AI Twin

A local-first Slack agent that intercepts @mentions, replies in your voice via Claude Code, and continuously distils your communication patterns and facts into a personal knowledge base — zero message history in the cloud.

The Problem with AI Agents

Most AI agents are powerful in isolation but awkward in practice — they live in a separate tab, demand context-switching, and forget everything between sessions. The harder problem isn't capability; it's integration. An agent that learns how you write, understands your codebase, and shows up where you already work is orders of magnitude more useful than one you have to visit.

AI Twin embeds an agent directly into Slack — where async work already happens. It intercepts @mentions, replies in your voice, handles PR reviews and Q&A, and continuously distils your communication patterns into a growing personal knowledge base. Crucially, every message stays on your machine.

Architecture

The system has two independently deployed components:

Slack Events ──► slack-dispatcher (Cloudflare Workers)
                      │
                      │  WebSocket (OTP-paired, capability token)
                      ▼
              twin-runtime (Tauri desktop app, user's machine)
                      │
                      ├─ Claude Code CLI (local subprocess, stream-json)
                      ├─ Filesystem (raw/, patterns/, notes/, facts/)
                      └─ SQLite cache (threads / messages / settings)

slack-dispatcher is a stateless Cloudflare Workers service that handles Slack OAuth, event routing, OTP pairing, and chat.postMessage. It holds WebSocket connections open via Durable Objects — the only way to maintain stateful connections in a serverless environment. No message history is stored server-side.

twin-runtime is the local brain. It maintains the WebSocket connection to the dispatcher, orchestrates task execution, calls Claude Code as a local subprocess, manages memory distillation, and drives the desktop UI. All chat history and user knowledge lives here.

Tech Stack

Monorepo: pnpm workspaces — core (pure TS business logic) + desktop (Tauri app)
Core: TypeScript / ES2022 · Zod v4 · Vitest
Desktop: Tauri 2 · React 19 · Vite · Tailwind · shadcn/Radix
Cloud: Cloudflare Workers · Hono · Durable Objects · KV
Slack: slack-edge SDK · Block Kit · OAuth v2 · Events API
Storage: SQLite (tauri-plugin-sql) · Filesystem (markdown as single source of truth)
Credentials: OS Keychain (keyring crate) with file fallback
CI/CD: GitHub Actions — universal Apple binary · notarization · Tauri updater signing

Key Design Decisions

Layered auth.

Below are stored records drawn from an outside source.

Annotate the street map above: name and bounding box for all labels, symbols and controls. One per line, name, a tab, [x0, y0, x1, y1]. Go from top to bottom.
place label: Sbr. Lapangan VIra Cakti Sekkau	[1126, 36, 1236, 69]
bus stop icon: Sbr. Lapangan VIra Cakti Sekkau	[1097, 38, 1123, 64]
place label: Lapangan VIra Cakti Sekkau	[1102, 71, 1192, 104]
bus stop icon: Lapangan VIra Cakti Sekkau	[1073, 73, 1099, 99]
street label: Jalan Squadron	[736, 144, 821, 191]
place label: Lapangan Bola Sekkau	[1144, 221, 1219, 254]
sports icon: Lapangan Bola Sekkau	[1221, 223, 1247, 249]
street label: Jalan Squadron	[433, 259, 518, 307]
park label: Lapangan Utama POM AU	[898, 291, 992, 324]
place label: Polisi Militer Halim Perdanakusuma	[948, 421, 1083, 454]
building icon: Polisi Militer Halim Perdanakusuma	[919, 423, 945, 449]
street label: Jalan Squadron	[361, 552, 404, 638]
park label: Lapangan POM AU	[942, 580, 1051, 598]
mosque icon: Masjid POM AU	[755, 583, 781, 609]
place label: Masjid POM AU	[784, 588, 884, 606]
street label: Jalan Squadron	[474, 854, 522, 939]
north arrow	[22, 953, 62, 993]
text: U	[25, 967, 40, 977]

The system has four independent trust chains, each solving a different problem. Slack → Worker traffic is verified via HMAC-SHA256 signature (slack-edge SDK, 5-minute replay window). Workspace bot tokens are resolved per-request from KV using the incoming team_id. The most interesting layer is runtime pairing: the desktop client exchanges a RUNTIME_SECRET bearer token for a one-time OTP code, which the user enters in Slack via /connect — binding their Slack identity to the runtime's runtimeId. The WebSocket upgrade then consumes this as a capability token, no further shared secret needed. Reconnects reuse the persisted binding; /disconnect revokes it instantly.

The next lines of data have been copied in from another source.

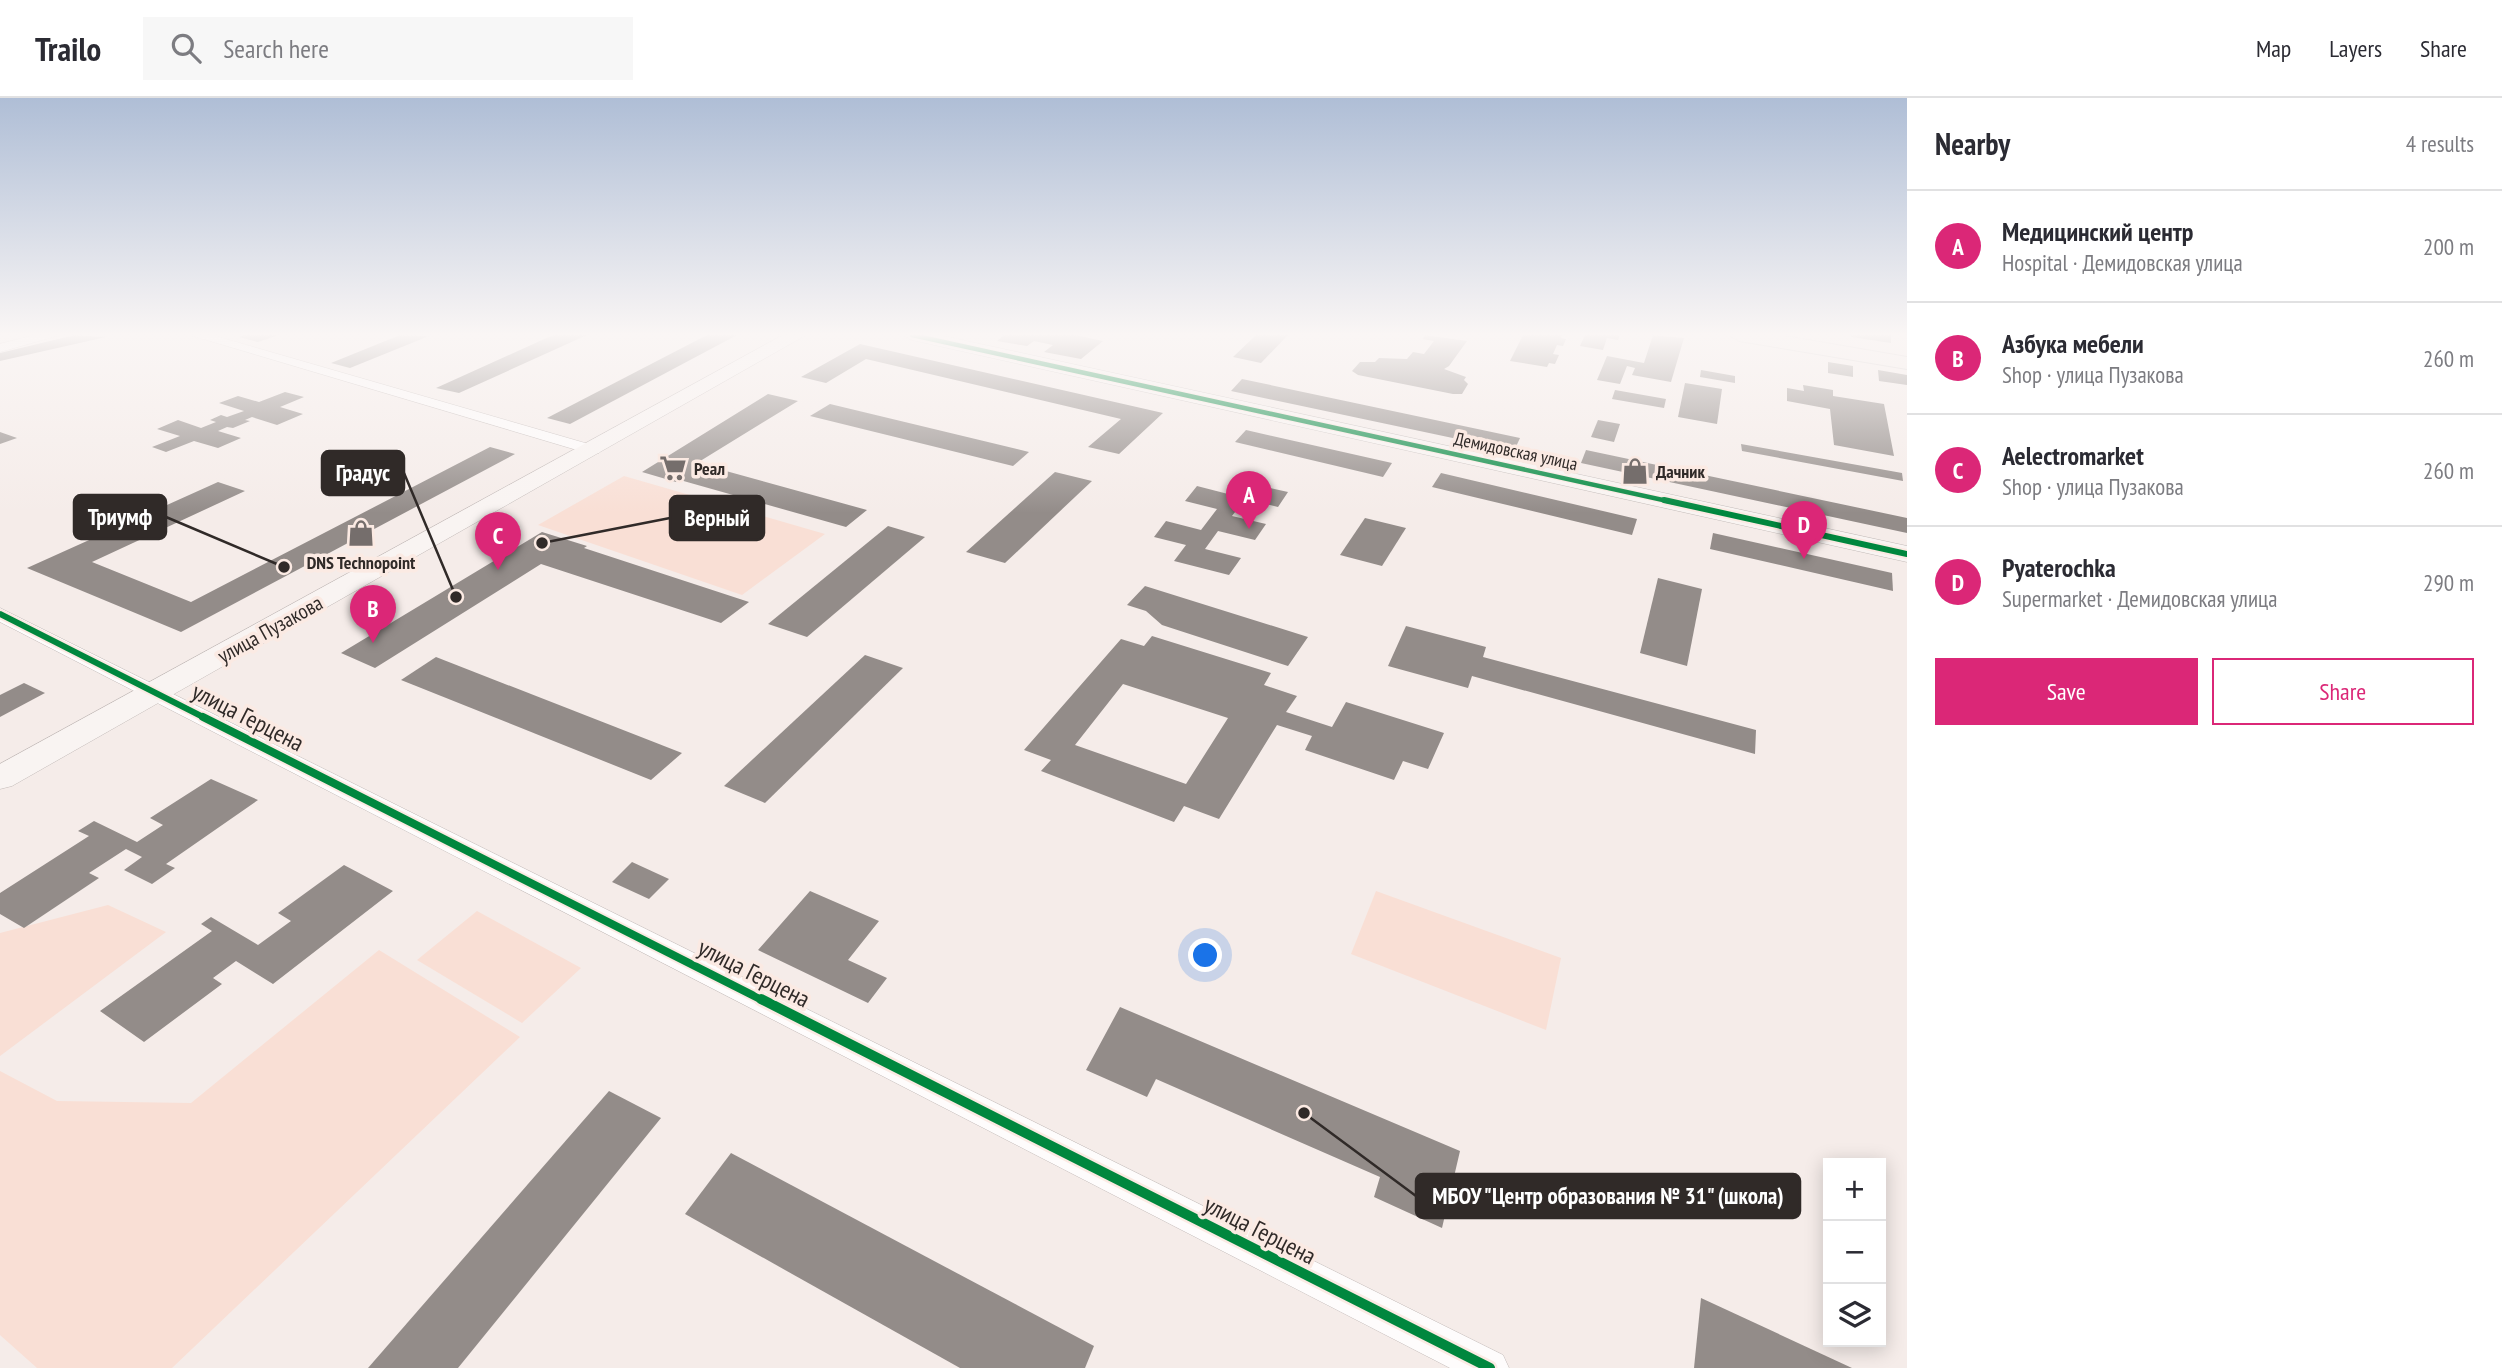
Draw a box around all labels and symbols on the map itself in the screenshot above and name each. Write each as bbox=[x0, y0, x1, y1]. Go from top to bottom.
street label: Демидовская улица bbox=[1452, 427, 1580, 475]
callout: Градус bbox=[322, 451, 404, 495]
supermarket icon: Реал bbox=[658, 453, 688, 483]
shop icon: Дачник bbox=[1620, 456, 1650, 486]
place label: Реал bbox=[694, 457, 725, 480]
text: Градус bbox=[336, 458, 390, 487]
place label: Дачник bbox=[1656, 460, 1705, 483]
pin: A bbox=[1226, 471, 1272, 529]
callout: Триумф bbox=[74, 495, 166, 539]
callout: Верный bbox=[670, 496, 764, 540]
pin: D bbox=[1781, 501, 1827, 559]
text: Триумф bbox=[88, 502, 152, 531]
text: Верный bbox=[684, 503, 750, 532]
pin: C bbox=[475, 512, 521, 570]
shop icon: DNS Technopoint bbox=[346, 518, 376, 548]
place label: DNS Technopoint bbox=[307, 551, 416, 574]
pin: B bbox=[350, 585, 396, 643]
street label: улица Пузакова bbox=[213, 589, 327, 669]
street label: улица Герцена bbox=[187, 676, 309, 758]
street label: улица Герцена bbox=[693, 932, 815, 1014]
your location bbox=[1188, 938, 1222, 972]
callout: МБОУ "Центр образования № 31" (школа) bbox=[1416, 1174, 1800, 1218]
text: МБОУ "Центр образования № 31" (школа) bbox=[1432, 1181, 1784, 1210]
street label: улица Герцена bbox=[1199, 1189, 1321, 1271]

Filesystem as truth. User knowledge — communication patterns, internal facts, notes — lives in human-editable markdown files. SQLite and any future embeddings index are disposable derived caches. The knowledge base can be git-versioned, diffed, and synced across machines without any proprietary format.

Distillation over retrieval. Rather than vector search over raw logs, the system periodically distils raw interaction evidence into structured persona files (patterns/, facts/). These are injected directly into the system prompt for the next task — readable by the user, auditable, and incrementally correctable.

Trust Ramp. Three modes share one human-in-the-loop modal: Guided (every reply reviewed before sending), Auto + Escalation (runs autonomously, surfaces <escalate> tags when uncertain), and Pure Auto (fully hands-free). The escalation path re-injects reviewer feedback and reruns the task, up to three times.

Stateless dispatcher. The cloud component routes events but stores nothing. This isn't just a privacy decision — it also eliminates the cost and compliance surface of storing Slack message history on a server.

One @mention, full loop:

Dispatcher pushes DispatchPayload → written to raw/threads/ + SQLite
PromptComposer assembles system prompt from distilled persona files, wraps thread history
Executor spawns claude --print --add-dir <thread-dir>, streams events
After 10s, sends a "Working on it…" buffer reply (auto mode)
On completion, slices response into 4000-char chunks back to Slack; guided mode surfaces the review modal; <escalate> re-injects feedback and reruns
Full run — system prompt, wrapped message, event stream, result, token cost — written to raw/tasks/

Outcome

A production-ready, local-first Slack agent. The architecture cleanly separates the stateless cloud layer (OAuth, routing, WebSocket bridging) from the stateful local layer (AI execution, memory, UI) — keeping the cloud component cheap and auditable, while giving the local runtime full access to the user's context without any of it leaving the device.